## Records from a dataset
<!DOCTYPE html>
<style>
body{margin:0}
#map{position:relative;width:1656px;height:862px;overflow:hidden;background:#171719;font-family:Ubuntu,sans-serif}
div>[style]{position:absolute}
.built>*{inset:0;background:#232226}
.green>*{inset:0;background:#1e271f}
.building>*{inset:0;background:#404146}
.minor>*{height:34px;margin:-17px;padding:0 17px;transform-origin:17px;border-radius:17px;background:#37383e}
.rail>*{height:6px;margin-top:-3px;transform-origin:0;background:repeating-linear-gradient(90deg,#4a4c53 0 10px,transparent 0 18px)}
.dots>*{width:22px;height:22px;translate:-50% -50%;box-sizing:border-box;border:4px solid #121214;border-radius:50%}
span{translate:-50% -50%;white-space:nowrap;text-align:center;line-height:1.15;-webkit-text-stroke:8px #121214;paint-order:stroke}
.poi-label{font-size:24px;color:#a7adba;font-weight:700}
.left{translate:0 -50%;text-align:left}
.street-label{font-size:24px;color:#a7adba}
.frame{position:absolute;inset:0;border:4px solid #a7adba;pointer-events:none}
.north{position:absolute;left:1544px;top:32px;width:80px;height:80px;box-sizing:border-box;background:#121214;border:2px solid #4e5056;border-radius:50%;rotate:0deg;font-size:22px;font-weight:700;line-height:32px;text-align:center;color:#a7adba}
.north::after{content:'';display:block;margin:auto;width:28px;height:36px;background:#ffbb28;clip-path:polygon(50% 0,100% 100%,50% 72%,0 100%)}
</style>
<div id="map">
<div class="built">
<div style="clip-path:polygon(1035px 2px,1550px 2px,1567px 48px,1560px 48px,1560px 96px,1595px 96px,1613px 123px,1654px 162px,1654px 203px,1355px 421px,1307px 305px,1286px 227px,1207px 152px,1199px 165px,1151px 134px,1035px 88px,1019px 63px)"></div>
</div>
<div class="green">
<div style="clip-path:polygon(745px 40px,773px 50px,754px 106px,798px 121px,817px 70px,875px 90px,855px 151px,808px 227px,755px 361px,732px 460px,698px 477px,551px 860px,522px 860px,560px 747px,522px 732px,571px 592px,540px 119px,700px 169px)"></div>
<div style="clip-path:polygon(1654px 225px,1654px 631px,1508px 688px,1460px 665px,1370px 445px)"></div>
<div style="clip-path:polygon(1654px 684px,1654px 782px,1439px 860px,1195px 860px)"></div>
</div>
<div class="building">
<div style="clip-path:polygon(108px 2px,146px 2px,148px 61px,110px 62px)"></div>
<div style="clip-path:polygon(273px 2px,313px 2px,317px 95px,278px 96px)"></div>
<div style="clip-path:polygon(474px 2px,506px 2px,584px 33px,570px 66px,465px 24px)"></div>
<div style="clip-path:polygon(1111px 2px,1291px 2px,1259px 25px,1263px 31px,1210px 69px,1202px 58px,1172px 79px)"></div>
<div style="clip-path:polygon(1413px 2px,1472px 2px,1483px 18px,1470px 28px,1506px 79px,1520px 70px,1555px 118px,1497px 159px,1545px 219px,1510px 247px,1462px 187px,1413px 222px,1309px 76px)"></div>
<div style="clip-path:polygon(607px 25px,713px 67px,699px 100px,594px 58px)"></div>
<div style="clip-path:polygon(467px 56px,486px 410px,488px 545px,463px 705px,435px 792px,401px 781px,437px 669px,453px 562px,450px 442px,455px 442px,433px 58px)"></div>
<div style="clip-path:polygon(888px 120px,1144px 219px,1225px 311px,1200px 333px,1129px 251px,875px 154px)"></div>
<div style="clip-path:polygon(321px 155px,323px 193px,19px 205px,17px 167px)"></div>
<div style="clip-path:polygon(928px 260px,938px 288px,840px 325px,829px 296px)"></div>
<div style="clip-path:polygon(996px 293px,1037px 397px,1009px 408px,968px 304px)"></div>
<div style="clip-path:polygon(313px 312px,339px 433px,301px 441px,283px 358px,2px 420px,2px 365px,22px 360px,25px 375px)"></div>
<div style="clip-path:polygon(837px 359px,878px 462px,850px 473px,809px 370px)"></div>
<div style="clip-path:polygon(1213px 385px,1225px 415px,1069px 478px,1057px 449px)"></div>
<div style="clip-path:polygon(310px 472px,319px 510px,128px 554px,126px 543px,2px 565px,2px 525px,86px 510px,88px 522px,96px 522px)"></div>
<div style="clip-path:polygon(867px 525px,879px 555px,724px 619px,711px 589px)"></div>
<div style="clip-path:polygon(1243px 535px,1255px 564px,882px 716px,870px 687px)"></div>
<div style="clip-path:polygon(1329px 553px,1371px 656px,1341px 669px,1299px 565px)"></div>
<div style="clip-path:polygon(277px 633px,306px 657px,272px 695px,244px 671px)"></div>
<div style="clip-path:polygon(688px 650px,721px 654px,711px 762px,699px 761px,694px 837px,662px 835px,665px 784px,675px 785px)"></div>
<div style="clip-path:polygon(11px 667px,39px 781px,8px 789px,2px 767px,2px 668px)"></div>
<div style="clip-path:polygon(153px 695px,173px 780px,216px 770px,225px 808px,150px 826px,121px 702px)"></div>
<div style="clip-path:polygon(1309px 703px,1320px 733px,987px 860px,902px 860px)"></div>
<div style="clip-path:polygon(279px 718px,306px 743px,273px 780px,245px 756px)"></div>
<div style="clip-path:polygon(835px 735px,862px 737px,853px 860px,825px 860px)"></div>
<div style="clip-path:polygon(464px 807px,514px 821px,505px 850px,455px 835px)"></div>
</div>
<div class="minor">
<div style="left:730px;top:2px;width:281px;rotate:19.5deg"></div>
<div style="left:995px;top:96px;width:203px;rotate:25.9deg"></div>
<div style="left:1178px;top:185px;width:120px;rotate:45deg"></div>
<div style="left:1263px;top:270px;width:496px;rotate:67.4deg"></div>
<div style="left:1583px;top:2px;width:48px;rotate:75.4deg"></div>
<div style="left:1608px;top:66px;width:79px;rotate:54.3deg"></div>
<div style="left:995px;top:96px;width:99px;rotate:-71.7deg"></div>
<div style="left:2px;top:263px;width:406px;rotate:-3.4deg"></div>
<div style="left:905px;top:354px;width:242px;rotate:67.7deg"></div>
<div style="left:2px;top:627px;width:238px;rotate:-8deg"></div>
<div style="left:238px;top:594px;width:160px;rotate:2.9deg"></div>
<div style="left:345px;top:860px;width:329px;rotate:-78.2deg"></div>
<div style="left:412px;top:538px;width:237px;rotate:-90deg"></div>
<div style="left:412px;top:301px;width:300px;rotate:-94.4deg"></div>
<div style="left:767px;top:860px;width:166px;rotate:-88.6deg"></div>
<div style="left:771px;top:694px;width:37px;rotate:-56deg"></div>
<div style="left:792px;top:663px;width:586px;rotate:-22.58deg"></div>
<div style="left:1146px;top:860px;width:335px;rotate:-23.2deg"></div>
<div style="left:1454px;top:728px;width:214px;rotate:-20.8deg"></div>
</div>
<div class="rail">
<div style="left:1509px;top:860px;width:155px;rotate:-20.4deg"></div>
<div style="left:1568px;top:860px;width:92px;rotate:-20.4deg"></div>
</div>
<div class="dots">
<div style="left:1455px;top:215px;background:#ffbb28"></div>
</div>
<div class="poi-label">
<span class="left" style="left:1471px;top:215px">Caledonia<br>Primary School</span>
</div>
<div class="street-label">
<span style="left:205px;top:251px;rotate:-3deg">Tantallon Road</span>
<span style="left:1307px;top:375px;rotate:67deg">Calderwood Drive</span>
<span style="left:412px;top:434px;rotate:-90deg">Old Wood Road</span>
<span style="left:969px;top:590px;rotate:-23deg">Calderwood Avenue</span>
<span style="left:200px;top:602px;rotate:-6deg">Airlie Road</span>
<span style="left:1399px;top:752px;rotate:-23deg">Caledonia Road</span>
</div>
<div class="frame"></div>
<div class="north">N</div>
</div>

==

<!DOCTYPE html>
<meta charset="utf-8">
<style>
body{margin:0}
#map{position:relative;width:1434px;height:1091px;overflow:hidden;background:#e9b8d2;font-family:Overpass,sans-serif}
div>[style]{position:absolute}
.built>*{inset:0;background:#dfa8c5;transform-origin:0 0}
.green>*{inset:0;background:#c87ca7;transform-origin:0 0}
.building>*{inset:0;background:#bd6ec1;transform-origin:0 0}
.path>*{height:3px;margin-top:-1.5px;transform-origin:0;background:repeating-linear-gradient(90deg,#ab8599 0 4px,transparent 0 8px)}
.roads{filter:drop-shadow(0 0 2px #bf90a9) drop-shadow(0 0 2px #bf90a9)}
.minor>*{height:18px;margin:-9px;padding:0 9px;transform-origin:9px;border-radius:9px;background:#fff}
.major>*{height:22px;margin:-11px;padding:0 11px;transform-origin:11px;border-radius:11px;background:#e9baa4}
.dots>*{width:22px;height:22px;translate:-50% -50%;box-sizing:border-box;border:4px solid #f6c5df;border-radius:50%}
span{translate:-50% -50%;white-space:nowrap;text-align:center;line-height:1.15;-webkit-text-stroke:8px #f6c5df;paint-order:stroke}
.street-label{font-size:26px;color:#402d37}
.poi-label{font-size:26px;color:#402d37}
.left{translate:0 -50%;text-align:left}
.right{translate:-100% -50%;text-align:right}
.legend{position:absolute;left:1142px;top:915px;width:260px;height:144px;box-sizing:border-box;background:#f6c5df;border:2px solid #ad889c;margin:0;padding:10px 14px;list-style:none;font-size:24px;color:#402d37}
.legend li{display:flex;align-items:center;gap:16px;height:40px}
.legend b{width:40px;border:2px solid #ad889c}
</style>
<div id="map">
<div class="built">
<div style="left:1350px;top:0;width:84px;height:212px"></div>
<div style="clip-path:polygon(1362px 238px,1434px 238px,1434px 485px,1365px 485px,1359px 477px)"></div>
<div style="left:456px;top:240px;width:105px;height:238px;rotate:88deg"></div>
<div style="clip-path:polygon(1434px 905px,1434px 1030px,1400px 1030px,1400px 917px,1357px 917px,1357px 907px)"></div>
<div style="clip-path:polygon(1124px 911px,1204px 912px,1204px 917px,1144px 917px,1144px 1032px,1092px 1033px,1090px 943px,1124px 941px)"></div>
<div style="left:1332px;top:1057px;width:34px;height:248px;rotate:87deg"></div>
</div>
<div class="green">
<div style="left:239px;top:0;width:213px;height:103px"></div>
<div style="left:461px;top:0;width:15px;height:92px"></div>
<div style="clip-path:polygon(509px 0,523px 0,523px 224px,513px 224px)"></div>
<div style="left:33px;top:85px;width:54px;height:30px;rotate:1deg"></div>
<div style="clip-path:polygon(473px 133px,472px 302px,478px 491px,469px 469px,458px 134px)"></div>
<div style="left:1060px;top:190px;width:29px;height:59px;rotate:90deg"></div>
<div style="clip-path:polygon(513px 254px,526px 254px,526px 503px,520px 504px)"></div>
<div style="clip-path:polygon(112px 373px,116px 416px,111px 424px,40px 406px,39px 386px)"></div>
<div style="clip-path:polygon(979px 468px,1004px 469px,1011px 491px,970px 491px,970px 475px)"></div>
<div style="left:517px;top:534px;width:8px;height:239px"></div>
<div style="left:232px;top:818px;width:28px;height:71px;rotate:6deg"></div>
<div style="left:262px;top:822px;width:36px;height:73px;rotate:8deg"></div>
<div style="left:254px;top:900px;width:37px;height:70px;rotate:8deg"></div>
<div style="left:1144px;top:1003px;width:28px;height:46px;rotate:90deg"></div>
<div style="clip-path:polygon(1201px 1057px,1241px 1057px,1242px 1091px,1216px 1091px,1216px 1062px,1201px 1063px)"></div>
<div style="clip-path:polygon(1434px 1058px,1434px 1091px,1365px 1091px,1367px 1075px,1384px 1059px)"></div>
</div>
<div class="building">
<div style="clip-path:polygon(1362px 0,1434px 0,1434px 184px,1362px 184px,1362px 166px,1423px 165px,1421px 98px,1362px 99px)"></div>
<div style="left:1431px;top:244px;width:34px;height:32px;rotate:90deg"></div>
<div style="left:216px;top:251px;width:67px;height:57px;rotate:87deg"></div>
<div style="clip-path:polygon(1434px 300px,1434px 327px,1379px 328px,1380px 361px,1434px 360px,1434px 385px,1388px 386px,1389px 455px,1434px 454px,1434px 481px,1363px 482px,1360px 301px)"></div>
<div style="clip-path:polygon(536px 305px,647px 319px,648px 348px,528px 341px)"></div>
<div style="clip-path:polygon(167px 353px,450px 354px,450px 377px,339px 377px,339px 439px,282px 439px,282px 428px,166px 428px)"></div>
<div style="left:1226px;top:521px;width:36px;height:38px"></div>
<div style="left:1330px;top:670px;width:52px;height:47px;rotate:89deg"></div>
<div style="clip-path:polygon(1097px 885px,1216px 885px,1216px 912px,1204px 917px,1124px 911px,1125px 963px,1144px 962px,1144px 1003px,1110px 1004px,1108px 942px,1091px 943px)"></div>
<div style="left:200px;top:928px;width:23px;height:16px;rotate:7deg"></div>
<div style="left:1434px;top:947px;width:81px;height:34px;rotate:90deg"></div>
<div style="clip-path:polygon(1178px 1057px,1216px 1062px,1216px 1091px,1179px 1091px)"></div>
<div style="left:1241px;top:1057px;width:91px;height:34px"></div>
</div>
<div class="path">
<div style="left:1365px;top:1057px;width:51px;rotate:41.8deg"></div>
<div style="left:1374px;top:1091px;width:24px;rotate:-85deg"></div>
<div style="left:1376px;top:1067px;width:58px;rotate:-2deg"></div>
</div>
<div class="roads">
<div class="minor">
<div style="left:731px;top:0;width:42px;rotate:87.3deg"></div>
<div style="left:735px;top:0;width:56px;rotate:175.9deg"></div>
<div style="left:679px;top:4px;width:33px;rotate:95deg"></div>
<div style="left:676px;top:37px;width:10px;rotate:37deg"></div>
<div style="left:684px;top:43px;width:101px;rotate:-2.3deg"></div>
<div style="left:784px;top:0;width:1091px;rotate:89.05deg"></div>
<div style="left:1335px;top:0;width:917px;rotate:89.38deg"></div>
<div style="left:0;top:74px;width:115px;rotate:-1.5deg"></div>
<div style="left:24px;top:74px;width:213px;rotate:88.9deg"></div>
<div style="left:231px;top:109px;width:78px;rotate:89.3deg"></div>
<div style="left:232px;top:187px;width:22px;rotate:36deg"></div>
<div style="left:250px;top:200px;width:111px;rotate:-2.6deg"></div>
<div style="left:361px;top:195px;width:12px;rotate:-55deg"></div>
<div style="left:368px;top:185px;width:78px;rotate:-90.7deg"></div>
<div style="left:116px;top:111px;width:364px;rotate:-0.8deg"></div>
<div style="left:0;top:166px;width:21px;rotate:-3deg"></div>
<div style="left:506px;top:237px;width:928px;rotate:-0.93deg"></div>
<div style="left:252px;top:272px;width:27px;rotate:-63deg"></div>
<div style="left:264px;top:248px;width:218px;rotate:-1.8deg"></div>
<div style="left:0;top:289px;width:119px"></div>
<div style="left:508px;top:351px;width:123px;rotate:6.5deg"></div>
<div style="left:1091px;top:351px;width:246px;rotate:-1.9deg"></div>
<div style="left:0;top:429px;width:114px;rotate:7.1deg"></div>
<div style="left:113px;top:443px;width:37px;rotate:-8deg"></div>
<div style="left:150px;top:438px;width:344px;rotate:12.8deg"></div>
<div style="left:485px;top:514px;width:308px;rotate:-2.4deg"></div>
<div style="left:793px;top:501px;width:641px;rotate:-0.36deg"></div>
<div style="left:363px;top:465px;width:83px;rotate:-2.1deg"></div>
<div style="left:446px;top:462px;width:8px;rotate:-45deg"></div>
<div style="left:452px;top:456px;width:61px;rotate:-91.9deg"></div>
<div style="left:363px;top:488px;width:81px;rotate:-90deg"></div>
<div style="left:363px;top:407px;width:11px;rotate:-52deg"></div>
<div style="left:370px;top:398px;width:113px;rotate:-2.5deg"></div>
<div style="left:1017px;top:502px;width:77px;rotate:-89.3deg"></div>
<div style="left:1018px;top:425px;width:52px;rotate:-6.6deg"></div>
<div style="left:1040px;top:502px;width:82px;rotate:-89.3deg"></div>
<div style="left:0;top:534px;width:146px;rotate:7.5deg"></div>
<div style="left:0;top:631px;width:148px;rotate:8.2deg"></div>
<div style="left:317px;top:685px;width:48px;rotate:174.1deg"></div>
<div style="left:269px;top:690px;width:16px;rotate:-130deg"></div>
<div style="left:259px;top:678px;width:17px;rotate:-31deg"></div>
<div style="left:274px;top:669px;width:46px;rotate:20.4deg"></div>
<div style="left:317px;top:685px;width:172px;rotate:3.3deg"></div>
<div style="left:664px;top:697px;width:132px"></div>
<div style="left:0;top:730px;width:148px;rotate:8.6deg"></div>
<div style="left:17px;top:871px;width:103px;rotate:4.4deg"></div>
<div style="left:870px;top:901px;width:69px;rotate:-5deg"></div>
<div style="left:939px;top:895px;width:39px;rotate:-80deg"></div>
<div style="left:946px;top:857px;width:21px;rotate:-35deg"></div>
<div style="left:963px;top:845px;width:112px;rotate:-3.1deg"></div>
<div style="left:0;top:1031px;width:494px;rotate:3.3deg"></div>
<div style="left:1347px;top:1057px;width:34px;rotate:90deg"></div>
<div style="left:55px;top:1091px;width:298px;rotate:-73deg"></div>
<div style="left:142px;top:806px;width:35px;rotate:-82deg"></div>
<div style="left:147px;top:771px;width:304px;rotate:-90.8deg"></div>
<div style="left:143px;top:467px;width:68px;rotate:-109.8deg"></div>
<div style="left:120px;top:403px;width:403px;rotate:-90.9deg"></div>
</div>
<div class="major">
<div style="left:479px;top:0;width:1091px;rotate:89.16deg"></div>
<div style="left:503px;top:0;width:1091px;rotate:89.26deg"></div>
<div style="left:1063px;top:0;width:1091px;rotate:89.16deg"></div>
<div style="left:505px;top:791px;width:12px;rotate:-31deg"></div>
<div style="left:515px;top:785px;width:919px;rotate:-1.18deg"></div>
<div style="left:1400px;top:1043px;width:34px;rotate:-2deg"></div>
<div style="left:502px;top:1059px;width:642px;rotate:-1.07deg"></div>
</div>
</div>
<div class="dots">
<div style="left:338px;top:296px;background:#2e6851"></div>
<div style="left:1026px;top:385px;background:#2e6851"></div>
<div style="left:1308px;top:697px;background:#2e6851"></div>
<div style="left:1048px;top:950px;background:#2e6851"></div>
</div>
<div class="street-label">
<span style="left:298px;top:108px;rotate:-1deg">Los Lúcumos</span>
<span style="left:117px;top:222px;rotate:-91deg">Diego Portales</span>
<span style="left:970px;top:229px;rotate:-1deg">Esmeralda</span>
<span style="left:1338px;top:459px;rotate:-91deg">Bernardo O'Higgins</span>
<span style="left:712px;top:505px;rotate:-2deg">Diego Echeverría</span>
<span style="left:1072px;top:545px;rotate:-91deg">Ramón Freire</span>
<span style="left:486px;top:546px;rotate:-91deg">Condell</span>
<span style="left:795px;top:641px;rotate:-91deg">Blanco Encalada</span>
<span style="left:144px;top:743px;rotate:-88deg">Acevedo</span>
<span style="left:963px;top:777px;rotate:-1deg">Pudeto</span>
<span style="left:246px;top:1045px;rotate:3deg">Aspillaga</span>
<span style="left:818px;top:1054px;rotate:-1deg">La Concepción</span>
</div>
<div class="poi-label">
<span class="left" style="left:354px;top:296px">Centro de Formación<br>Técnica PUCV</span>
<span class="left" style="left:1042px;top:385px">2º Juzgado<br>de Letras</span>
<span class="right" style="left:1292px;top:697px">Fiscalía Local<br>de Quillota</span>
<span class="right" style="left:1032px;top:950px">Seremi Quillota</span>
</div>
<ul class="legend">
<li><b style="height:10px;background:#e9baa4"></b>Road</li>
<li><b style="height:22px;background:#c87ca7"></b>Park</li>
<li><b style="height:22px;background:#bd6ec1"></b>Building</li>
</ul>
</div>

## Your instructions
Exactly how many lines in the records above hold the string "overflow"? Reply with that number only.

## Finished task
2